## Problem requirements
Show every line of the data below that includes the word "hidden".

[Stored data]

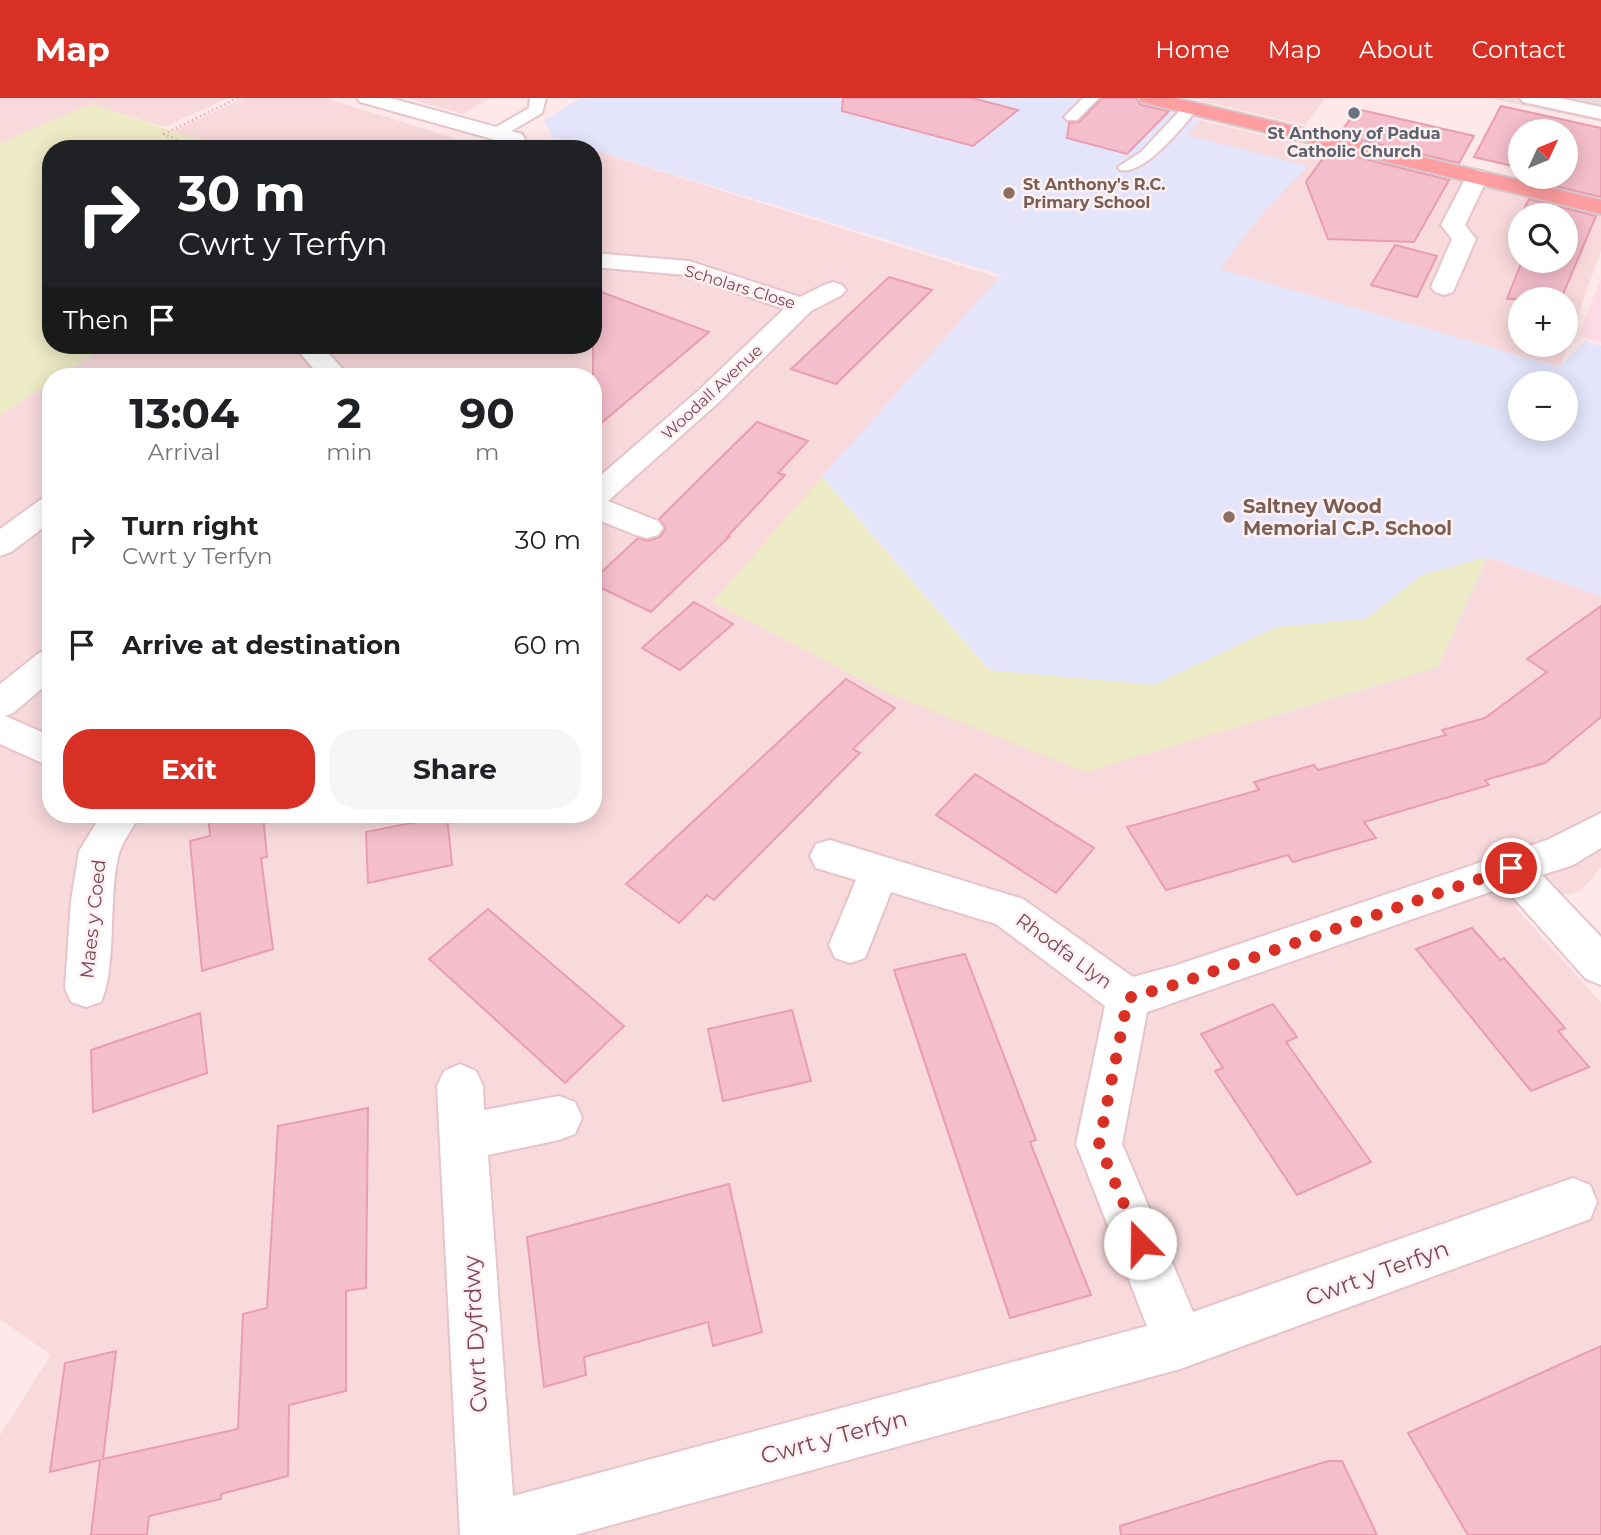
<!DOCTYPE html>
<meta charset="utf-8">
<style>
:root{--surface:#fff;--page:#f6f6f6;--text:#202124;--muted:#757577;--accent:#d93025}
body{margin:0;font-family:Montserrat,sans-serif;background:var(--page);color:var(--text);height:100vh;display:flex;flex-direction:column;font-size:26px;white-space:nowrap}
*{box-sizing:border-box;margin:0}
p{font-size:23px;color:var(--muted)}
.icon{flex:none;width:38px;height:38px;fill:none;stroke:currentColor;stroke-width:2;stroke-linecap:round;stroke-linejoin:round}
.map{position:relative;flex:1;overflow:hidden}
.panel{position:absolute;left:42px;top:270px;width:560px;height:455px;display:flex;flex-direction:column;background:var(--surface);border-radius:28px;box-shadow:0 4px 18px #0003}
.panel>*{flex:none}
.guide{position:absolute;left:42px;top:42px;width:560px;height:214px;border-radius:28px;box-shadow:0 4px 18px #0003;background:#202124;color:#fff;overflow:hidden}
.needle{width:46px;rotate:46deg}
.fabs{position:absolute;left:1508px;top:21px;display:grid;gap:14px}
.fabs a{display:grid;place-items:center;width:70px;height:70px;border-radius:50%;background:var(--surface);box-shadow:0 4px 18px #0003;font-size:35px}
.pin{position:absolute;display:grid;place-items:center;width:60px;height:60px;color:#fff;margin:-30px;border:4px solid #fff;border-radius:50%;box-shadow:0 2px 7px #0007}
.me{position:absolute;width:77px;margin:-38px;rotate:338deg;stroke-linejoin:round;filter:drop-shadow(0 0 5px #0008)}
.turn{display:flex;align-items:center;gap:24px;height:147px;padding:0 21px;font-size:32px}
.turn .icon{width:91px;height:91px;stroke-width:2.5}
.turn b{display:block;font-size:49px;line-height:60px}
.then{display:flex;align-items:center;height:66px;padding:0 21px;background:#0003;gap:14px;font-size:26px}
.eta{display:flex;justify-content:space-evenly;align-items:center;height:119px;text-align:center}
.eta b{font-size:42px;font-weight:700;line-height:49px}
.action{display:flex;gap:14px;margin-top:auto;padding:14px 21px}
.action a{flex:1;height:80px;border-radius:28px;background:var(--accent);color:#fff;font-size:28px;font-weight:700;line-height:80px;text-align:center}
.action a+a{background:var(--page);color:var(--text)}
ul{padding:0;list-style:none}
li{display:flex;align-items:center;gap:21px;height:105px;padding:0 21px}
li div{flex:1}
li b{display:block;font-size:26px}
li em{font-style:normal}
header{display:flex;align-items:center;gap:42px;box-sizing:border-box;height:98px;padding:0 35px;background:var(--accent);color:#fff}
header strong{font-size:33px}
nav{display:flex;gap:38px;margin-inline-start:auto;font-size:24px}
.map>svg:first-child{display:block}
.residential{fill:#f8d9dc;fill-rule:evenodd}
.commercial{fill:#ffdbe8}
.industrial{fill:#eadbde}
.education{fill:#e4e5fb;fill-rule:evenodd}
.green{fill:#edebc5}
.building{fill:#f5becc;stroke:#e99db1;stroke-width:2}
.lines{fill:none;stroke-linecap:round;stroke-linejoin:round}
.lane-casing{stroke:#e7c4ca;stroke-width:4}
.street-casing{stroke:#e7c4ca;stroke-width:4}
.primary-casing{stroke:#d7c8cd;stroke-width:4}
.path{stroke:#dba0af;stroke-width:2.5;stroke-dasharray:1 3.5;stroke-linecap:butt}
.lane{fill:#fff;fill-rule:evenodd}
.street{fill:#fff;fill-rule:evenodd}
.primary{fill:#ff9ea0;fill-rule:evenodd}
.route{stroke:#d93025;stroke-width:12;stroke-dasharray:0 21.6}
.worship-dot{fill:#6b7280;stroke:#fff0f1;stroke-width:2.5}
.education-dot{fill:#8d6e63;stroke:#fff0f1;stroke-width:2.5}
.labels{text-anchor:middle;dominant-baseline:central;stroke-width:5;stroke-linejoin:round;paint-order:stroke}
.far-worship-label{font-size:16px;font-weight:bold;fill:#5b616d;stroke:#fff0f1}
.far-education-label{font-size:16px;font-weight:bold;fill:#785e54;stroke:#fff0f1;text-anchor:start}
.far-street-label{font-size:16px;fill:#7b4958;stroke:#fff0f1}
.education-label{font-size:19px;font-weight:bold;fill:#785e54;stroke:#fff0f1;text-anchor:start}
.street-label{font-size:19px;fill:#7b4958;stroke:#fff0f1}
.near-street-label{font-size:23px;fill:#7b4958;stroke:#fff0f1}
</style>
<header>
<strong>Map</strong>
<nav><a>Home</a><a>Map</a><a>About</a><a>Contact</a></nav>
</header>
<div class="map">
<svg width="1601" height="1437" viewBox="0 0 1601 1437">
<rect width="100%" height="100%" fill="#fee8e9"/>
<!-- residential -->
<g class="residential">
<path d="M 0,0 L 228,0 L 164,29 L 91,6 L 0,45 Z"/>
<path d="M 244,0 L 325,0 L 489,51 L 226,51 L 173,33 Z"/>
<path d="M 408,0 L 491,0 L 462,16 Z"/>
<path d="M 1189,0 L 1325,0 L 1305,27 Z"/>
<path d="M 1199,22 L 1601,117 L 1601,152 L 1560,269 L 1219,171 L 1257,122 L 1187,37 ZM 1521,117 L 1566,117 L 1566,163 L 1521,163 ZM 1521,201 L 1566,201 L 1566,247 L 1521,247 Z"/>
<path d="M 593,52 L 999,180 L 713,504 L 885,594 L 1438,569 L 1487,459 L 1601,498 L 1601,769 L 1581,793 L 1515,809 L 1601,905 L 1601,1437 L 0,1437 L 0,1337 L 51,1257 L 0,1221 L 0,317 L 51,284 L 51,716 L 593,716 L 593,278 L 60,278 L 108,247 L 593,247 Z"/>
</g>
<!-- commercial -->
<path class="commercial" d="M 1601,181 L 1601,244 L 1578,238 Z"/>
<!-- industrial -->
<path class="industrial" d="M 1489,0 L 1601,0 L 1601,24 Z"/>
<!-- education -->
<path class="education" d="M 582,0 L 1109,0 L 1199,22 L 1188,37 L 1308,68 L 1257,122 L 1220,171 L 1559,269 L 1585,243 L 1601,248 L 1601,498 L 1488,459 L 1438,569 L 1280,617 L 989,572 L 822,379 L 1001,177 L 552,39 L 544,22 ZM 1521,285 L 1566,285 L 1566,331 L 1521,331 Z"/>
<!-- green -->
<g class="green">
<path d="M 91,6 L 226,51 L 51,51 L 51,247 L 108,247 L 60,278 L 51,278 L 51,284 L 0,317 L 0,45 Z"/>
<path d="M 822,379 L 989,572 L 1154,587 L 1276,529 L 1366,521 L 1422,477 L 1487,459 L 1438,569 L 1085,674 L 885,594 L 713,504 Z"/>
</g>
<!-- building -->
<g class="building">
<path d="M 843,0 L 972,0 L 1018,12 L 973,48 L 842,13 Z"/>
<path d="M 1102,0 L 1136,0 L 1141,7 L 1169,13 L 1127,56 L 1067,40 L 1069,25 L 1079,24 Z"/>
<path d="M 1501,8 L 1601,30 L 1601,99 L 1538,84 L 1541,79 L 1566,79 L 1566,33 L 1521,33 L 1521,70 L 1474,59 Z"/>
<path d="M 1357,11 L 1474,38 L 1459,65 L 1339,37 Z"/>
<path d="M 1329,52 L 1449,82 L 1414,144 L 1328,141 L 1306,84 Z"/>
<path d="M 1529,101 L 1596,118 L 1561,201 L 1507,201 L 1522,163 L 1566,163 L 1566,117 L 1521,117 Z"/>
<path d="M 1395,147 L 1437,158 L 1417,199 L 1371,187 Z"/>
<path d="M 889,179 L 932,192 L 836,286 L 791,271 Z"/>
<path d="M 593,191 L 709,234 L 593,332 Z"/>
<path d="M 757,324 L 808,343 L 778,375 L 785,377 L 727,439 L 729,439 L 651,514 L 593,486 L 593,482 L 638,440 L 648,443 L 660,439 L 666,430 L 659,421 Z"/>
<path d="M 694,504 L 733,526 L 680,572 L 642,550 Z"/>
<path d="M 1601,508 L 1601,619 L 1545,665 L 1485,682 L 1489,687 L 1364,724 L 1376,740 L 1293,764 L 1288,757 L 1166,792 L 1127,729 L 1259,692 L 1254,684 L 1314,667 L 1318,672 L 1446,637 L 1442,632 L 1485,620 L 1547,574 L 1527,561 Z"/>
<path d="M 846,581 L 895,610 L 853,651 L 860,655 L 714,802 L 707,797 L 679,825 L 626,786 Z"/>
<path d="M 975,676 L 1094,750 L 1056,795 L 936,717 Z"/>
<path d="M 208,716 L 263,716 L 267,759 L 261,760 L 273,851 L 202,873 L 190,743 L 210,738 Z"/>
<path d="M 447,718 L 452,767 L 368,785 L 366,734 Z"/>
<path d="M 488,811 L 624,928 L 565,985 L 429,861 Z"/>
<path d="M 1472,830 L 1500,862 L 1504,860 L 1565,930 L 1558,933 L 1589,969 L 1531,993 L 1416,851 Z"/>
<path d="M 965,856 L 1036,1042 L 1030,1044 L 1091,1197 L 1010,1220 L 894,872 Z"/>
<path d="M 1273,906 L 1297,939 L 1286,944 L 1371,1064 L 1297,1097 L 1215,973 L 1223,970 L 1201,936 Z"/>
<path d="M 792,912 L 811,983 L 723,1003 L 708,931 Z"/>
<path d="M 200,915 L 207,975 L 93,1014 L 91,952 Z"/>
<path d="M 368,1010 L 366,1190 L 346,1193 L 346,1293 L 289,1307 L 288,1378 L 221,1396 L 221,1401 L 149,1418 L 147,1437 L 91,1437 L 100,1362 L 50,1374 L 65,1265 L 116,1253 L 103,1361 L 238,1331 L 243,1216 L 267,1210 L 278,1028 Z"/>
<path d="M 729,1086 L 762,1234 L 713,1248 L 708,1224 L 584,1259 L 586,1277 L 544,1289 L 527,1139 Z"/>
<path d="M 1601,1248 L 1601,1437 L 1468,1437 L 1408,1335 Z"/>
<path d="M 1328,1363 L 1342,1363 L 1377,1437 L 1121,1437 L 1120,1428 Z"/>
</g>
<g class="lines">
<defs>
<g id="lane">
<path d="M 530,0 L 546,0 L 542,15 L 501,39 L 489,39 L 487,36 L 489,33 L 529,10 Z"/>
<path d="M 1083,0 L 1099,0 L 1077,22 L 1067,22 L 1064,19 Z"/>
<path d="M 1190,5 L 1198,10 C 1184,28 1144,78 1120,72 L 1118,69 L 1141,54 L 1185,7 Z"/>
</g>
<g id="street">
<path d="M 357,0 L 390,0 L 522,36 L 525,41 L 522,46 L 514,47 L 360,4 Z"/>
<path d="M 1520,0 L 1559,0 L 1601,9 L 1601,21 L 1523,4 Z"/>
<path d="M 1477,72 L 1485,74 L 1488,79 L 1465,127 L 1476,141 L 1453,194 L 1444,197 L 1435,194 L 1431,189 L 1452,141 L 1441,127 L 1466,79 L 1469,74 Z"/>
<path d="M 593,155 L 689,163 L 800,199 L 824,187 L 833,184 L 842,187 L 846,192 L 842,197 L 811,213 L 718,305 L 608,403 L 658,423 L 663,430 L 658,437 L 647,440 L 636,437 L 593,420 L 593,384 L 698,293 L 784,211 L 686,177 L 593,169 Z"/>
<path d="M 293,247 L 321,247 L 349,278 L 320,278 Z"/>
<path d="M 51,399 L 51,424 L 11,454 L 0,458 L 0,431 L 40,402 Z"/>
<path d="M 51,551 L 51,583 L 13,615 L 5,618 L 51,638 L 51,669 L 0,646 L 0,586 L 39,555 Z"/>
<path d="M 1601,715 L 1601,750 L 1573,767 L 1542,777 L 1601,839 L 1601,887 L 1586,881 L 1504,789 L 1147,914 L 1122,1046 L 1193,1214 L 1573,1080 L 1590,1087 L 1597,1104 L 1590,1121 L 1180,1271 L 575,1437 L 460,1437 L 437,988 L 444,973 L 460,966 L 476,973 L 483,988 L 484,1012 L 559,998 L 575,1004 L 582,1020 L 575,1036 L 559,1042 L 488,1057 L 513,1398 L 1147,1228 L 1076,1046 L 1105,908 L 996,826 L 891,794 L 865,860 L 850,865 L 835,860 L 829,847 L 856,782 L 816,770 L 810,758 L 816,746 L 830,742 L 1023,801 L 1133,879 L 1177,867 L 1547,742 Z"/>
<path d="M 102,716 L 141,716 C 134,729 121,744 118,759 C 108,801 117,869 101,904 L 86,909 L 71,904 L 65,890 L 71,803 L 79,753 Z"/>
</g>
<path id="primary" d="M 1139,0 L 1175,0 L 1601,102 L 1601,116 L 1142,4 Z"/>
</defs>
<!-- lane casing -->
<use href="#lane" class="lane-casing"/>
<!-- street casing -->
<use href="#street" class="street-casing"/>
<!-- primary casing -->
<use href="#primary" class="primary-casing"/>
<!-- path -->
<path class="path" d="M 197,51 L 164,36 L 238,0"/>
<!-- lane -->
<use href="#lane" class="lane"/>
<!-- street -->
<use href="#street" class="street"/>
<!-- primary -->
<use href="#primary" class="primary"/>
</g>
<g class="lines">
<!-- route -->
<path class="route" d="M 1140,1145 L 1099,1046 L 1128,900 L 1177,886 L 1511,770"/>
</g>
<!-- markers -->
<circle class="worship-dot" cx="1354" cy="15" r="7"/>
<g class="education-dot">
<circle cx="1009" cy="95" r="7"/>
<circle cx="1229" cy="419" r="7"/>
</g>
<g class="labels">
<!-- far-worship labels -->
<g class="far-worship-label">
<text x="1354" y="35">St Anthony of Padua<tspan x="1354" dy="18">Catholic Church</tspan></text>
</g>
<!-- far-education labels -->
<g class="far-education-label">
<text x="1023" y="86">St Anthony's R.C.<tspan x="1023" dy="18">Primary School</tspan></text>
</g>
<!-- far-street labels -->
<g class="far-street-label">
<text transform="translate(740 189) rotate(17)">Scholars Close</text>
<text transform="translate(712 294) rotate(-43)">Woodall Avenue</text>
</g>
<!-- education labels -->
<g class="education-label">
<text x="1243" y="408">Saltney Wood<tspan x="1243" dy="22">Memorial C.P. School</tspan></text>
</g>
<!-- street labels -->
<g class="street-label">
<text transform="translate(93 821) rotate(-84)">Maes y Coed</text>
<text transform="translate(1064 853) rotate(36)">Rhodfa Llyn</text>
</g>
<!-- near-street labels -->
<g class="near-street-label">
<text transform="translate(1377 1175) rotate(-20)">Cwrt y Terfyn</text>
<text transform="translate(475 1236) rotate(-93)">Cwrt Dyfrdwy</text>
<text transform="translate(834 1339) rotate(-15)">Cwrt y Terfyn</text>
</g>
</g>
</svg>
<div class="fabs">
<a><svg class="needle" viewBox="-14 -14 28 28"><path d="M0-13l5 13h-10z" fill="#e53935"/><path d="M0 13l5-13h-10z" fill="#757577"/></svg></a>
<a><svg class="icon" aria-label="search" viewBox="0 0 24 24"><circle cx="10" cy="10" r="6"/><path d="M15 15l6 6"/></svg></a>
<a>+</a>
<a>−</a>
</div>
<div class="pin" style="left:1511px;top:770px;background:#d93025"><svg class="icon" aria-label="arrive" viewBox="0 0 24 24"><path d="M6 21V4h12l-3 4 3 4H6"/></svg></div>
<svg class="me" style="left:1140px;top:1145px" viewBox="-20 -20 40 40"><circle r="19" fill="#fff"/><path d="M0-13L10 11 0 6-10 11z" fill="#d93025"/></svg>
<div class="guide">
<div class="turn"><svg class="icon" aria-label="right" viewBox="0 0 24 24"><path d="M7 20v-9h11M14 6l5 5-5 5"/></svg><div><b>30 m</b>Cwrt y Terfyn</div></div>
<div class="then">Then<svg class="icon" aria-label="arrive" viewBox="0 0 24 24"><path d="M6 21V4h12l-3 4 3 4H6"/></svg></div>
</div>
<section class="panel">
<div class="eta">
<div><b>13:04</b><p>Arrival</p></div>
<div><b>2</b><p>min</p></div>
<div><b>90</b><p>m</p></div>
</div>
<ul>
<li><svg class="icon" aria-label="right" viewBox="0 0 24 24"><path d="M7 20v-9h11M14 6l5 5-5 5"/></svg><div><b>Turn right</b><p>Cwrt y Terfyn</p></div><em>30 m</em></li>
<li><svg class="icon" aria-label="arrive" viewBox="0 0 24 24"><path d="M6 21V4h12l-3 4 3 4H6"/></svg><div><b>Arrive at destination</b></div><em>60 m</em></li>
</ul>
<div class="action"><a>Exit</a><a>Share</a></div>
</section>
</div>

## Answer space
.map{position:relative;flex:1;overflow:hidden}
.guide{position:absolute;left:42px;top:42px;width:560px;height:214px;border-radius:28px;box-shadow:0 4px 18px #0003;background:#202124;color:#fff;overflow:hidden}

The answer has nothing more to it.